Это было так непросто принять, хотя втайне он желал, чтобы нечто подобное произошло.
А желания – не обязанности, не порядочность и не доброта – спасают людей.
Ему захотелось обнять ее. Страстно поцеловать. Как в то утро в Аугсбурге, перед распахнутыми дверями ее маленькой квартирки, в которой он разделил с ней ночь. Возвращаясь тогда от Анны, он знал, что всю жизнь будет любить эту девушку. Как знал и то, что неподвластное желание можно удовлетворить, только навредив себе.
Кто-то грубо постучал в двери гримерки.
– Момент! – отозвалась Анна.
– Госпожа Дандлер, через десять минут начинаем! – прозвучал в коридоре голос госпожи Шмидт.
Неудачная просьба, или Клятва Гаврилы Стефановича Венцловича
– Пробовали мы несколько раз в Тимишоаре и в Пеште но власти нам отказали по моральным соображениям.

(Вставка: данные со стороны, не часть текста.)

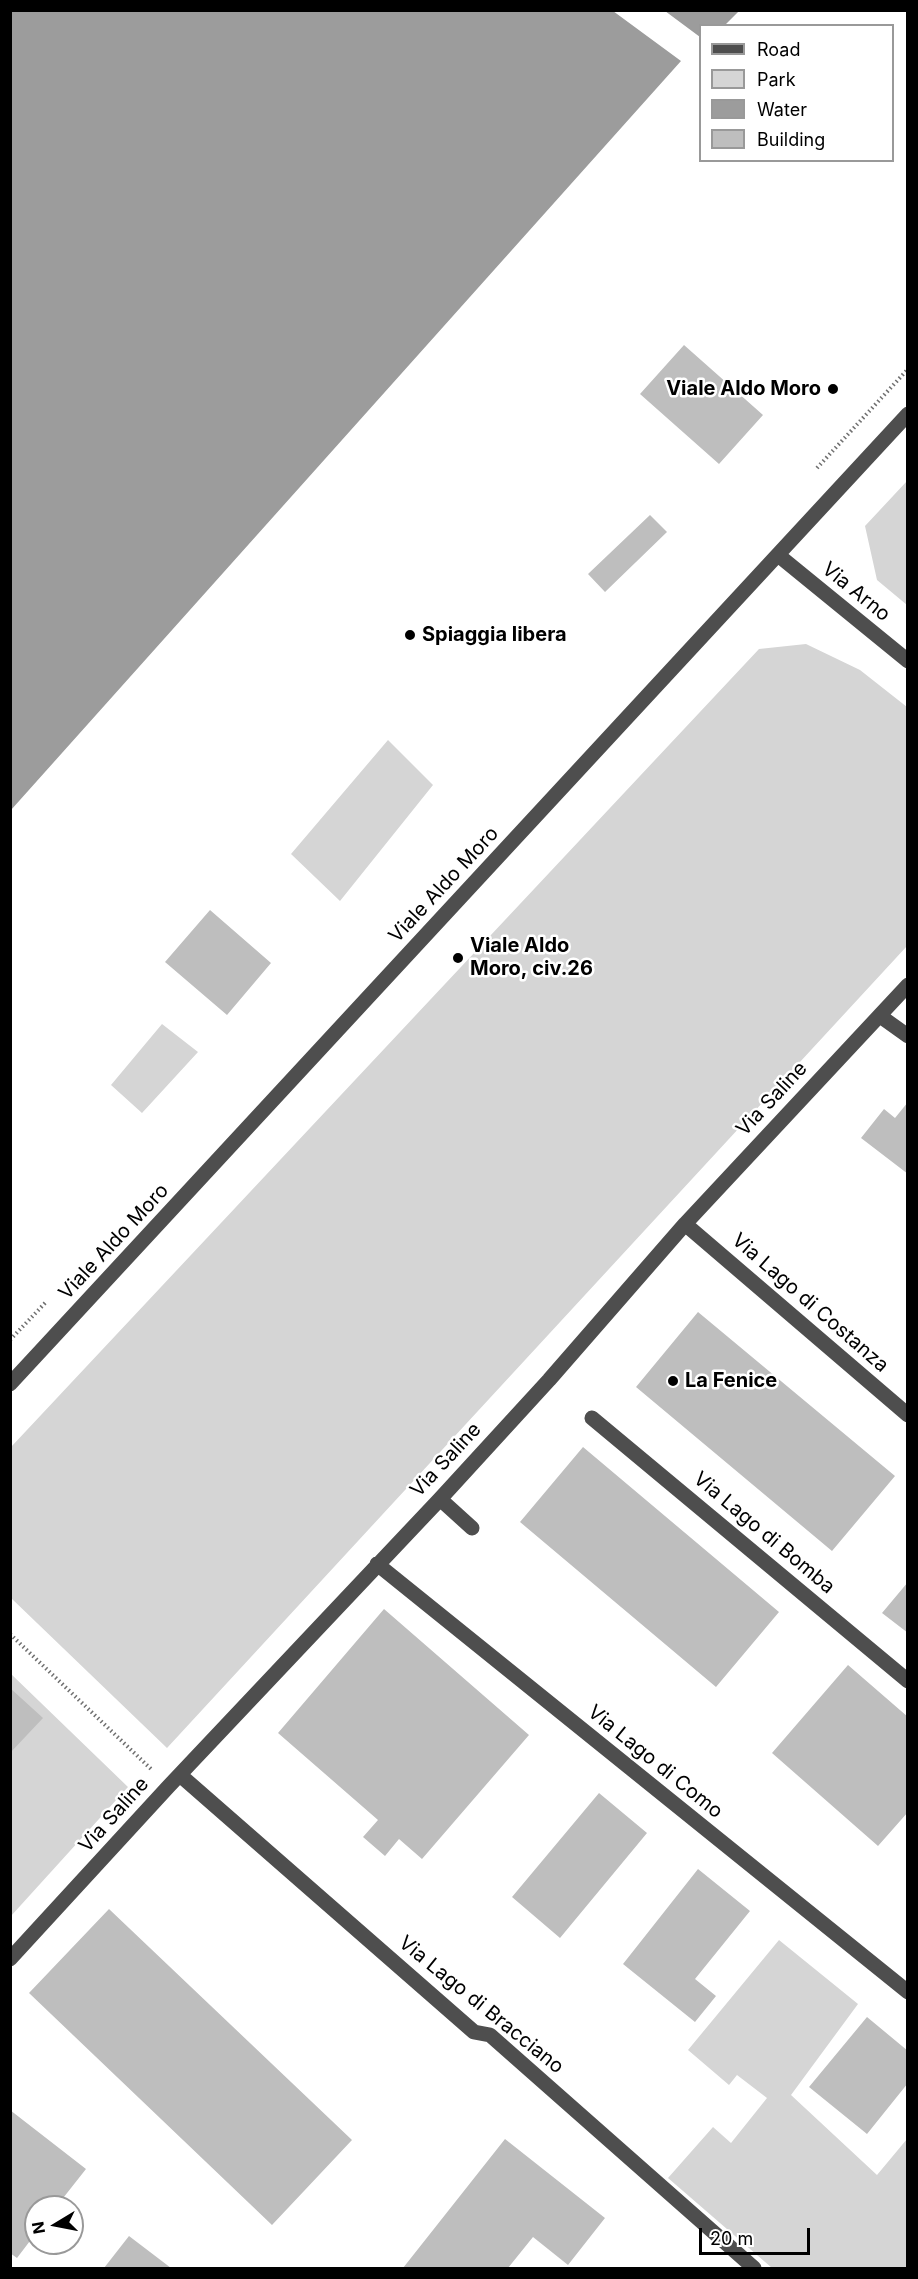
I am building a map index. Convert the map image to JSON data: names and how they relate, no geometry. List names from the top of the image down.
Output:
{
  "streets": {
    "street": [
      "Via Arno",
      "Viale Aldo Moro",
      "Via Saline",
      "Via Lago di Costanza",
      "Via Lago di Bomba",
      "Via Lago di Como",
      "Via Lago di Bracciano"
    ]
  },
  "crossings": [
    ["Via Arno", "Viale Aldo Moro"],
    ["Via Saline", "Via Lago di Costanza"],
    ["Via Saline", "Via Lago di Como"],
    ["Via Saline", "Via Lago di Bracciano"]
  ],
  "places": [
    "Viale Aldo Moro",
    "Spiaggia libera",
    "Viale Aldo Moro, civ.26",
    "La Fenice"
  ],
  "legend": [
    "Road",
    "Park",
    "Water",
    "Building"
  ],
  "scale_bar": "20 m",
  "north": "left"
}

Во второй раз причиной стал какой-то политический намек, внешнее сходство кого-то из членов труппы неизвестно с кем, в пятый им не понравился «несоответствующий репертуар». К тому же, если все это взять в целом, налоги на нас обрушиваются невероятные, и нам не по силам их выплатить – жаловался Йован Цаца Кнежевич побратиму Йовану Джорджевичу.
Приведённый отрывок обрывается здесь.